What the task asks >>
Within these entries, which lines include the string "direction"? Copy each one.

Task inputs >>

___

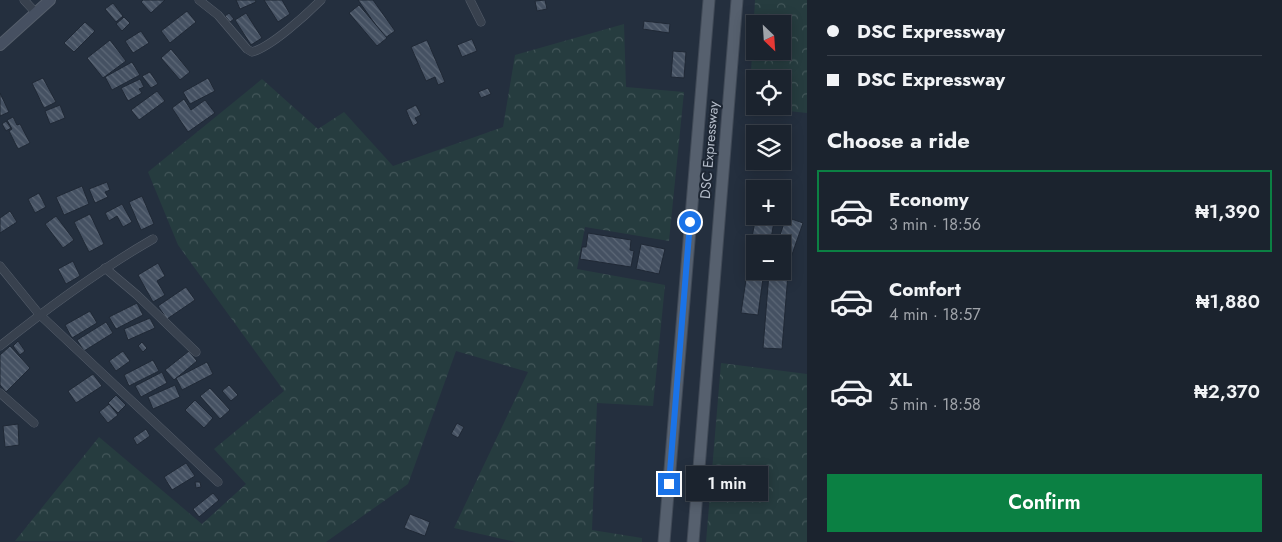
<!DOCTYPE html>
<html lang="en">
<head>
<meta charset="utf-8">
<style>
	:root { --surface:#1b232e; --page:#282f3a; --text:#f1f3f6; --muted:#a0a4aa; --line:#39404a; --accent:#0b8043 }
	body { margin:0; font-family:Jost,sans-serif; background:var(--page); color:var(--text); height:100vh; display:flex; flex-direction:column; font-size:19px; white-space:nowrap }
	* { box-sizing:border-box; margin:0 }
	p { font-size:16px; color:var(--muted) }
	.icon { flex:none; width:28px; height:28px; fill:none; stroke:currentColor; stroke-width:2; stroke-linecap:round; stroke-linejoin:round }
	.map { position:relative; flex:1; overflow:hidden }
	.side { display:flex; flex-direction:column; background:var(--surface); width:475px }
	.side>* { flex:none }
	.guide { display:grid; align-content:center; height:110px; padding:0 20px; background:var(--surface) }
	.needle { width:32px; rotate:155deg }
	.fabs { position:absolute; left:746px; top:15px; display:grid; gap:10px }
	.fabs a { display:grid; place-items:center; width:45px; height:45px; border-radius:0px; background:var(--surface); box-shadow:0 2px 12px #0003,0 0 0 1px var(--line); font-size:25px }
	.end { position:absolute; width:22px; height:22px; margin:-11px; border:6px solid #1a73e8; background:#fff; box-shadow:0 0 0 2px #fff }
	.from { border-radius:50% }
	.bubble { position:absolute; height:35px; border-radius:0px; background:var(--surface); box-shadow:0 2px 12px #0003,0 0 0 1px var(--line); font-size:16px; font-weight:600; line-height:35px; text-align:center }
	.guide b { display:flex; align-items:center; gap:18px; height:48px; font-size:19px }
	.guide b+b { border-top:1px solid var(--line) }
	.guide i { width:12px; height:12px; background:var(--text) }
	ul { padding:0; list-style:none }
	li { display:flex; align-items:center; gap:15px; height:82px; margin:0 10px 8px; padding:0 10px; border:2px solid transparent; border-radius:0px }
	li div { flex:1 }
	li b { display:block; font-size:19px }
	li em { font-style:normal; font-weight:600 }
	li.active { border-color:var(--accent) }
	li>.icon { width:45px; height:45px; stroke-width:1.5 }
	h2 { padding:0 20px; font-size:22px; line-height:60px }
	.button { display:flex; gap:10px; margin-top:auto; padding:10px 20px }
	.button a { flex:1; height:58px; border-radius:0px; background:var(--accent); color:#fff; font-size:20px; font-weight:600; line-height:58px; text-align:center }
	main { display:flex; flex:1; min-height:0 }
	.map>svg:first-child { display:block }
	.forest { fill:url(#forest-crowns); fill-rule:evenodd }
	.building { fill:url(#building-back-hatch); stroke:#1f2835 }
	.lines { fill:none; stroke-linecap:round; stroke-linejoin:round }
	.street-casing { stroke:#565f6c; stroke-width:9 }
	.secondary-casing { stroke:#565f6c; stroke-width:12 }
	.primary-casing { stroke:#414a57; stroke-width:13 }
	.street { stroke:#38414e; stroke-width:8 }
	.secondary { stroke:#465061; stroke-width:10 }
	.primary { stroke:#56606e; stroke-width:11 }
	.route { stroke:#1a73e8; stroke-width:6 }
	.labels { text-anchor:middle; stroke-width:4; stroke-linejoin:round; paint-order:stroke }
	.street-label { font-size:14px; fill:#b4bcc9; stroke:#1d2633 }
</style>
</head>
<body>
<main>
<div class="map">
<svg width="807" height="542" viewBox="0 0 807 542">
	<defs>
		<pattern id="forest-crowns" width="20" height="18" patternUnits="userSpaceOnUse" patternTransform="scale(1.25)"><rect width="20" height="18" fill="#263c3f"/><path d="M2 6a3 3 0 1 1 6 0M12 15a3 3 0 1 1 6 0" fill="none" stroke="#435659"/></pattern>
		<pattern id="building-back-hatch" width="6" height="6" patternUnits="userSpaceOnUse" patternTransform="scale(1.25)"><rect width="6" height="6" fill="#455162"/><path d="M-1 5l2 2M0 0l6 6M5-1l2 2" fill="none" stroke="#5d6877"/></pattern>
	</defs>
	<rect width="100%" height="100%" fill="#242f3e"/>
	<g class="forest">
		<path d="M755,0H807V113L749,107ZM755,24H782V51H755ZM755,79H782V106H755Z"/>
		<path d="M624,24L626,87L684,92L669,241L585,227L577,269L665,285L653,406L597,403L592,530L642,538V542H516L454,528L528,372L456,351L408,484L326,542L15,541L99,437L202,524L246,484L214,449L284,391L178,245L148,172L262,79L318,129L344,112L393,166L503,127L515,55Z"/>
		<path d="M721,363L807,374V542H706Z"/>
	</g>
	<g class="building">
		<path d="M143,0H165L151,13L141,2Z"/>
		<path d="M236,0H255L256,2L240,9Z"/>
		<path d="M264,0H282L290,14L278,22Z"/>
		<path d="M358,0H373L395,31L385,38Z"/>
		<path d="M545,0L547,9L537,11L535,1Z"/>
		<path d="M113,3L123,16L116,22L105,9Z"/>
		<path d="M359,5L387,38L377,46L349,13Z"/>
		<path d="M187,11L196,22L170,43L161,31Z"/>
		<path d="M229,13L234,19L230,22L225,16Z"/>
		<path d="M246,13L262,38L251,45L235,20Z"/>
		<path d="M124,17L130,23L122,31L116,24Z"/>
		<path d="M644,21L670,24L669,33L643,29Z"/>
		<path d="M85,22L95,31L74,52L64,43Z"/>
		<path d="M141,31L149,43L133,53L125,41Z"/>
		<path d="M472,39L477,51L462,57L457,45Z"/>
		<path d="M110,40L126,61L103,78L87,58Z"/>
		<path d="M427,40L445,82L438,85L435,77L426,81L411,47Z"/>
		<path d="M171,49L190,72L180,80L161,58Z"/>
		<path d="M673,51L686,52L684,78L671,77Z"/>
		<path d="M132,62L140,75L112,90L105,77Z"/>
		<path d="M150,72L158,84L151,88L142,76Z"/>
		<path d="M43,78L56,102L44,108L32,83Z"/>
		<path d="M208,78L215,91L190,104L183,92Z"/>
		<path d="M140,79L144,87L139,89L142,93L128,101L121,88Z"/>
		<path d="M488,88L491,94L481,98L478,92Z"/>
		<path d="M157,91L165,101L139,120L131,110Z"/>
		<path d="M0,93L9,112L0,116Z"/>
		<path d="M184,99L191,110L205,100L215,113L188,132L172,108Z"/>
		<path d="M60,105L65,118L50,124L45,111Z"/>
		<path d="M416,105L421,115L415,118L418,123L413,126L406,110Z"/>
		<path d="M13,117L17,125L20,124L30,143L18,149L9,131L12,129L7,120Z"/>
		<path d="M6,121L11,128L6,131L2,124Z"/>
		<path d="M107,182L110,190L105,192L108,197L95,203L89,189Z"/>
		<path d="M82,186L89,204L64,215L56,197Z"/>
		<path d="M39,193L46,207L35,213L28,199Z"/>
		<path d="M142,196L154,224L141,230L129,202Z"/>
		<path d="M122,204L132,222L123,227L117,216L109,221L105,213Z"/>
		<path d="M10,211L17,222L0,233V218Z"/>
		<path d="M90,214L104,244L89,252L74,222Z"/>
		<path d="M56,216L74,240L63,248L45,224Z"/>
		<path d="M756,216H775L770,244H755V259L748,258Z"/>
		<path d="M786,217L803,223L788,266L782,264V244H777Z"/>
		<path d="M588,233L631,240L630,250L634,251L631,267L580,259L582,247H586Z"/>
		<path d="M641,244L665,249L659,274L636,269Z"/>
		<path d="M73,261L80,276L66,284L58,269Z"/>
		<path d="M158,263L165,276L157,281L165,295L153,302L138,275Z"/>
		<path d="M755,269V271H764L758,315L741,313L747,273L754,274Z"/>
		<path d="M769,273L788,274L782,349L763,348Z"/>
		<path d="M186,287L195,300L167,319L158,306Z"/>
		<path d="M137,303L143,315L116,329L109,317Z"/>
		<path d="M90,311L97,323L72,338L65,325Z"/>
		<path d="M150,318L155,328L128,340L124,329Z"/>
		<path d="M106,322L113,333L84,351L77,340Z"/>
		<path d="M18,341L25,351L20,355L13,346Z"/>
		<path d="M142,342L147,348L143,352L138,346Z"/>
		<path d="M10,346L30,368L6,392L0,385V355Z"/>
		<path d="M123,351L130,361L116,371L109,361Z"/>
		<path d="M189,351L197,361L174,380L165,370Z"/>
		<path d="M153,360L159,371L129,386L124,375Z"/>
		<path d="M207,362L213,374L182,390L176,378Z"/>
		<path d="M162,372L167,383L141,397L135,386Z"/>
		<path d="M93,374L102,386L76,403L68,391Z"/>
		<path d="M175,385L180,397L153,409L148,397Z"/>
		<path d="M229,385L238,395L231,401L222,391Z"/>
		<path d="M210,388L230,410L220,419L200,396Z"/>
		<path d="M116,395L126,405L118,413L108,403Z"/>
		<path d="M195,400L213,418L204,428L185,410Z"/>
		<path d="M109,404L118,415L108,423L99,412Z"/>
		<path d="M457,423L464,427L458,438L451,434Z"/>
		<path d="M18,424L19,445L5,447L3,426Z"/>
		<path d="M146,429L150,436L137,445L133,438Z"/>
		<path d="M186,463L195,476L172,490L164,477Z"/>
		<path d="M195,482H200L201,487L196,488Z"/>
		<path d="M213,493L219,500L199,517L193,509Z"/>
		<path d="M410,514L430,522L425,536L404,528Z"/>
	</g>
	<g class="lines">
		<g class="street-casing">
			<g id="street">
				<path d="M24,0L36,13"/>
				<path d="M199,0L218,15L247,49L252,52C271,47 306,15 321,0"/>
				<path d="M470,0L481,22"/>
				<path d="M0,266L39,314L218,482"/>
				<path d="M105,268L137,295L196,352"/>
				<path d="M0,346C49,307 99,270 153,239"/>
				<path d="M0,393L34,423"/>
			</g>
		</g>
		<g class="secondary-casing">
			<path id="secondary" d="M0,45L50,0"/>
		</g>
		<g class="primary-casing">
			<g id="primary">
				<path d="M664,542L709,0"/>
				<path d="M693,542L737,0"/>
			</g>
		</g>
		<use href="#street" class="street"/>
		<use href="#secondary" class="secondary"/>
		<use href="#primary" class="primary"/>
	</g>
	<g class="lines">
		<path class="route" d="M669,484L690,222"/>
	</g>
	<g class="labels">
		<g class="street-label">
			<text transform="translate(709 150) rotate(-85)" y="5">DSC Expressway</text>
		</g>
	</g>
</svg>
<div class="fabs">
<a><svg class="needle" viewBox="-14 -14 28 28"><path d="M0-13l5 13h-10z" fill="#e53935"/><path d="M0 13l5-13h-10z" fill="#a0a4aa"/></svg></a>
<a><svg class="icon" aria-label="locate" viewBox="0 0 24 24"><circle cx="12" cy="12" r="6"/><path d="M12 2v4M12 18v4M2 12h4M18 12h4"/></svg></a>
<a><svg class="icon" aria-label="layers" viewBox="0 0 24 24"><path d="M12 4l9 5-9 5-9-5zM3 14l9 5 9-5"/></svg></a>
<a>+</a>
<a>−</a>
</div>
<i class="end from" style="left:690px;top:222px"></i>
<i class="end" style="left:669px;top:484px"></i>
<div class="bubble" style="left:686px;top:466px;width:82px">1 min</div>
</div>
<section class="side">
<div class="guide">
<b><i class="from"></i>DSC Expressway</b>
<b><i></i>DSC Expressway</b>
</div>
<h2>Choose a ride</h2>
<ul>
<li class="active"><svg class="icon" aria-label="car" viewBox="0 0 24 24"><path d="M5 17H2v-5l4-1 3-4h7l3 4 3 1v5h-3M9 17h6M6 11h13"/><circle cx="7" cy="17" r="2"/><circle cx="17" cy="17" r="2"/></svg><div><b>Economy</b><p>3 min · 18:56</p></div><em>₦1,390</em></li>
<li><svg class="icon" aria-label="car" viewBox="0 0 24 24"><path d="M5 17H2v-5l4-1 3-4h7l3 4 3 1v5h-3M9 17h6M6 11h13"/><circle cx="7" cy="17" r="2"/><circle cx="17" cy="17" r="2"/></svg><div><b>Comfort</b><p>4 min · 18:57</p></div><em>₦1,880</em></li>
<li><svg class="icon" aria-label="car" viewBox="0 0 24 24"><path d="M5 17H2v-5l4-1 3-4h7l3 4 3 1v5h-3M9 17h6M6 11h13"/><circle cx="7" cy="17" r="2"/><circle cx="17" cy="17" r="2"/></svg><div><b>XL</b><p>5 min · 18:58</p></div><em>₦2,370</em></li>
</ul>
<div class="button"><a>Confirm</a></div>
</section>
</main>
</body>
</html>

___

Written response >>
	body { margin:0; font-family:Jost,sans-serif; background:var(--page); color:var(--text); height:100vh; display:flex; flex-direction:column; font-size:19px; white-space:nowrap }
	.side { display:flex; flex-direction:column; background:var(--surface); width:475px }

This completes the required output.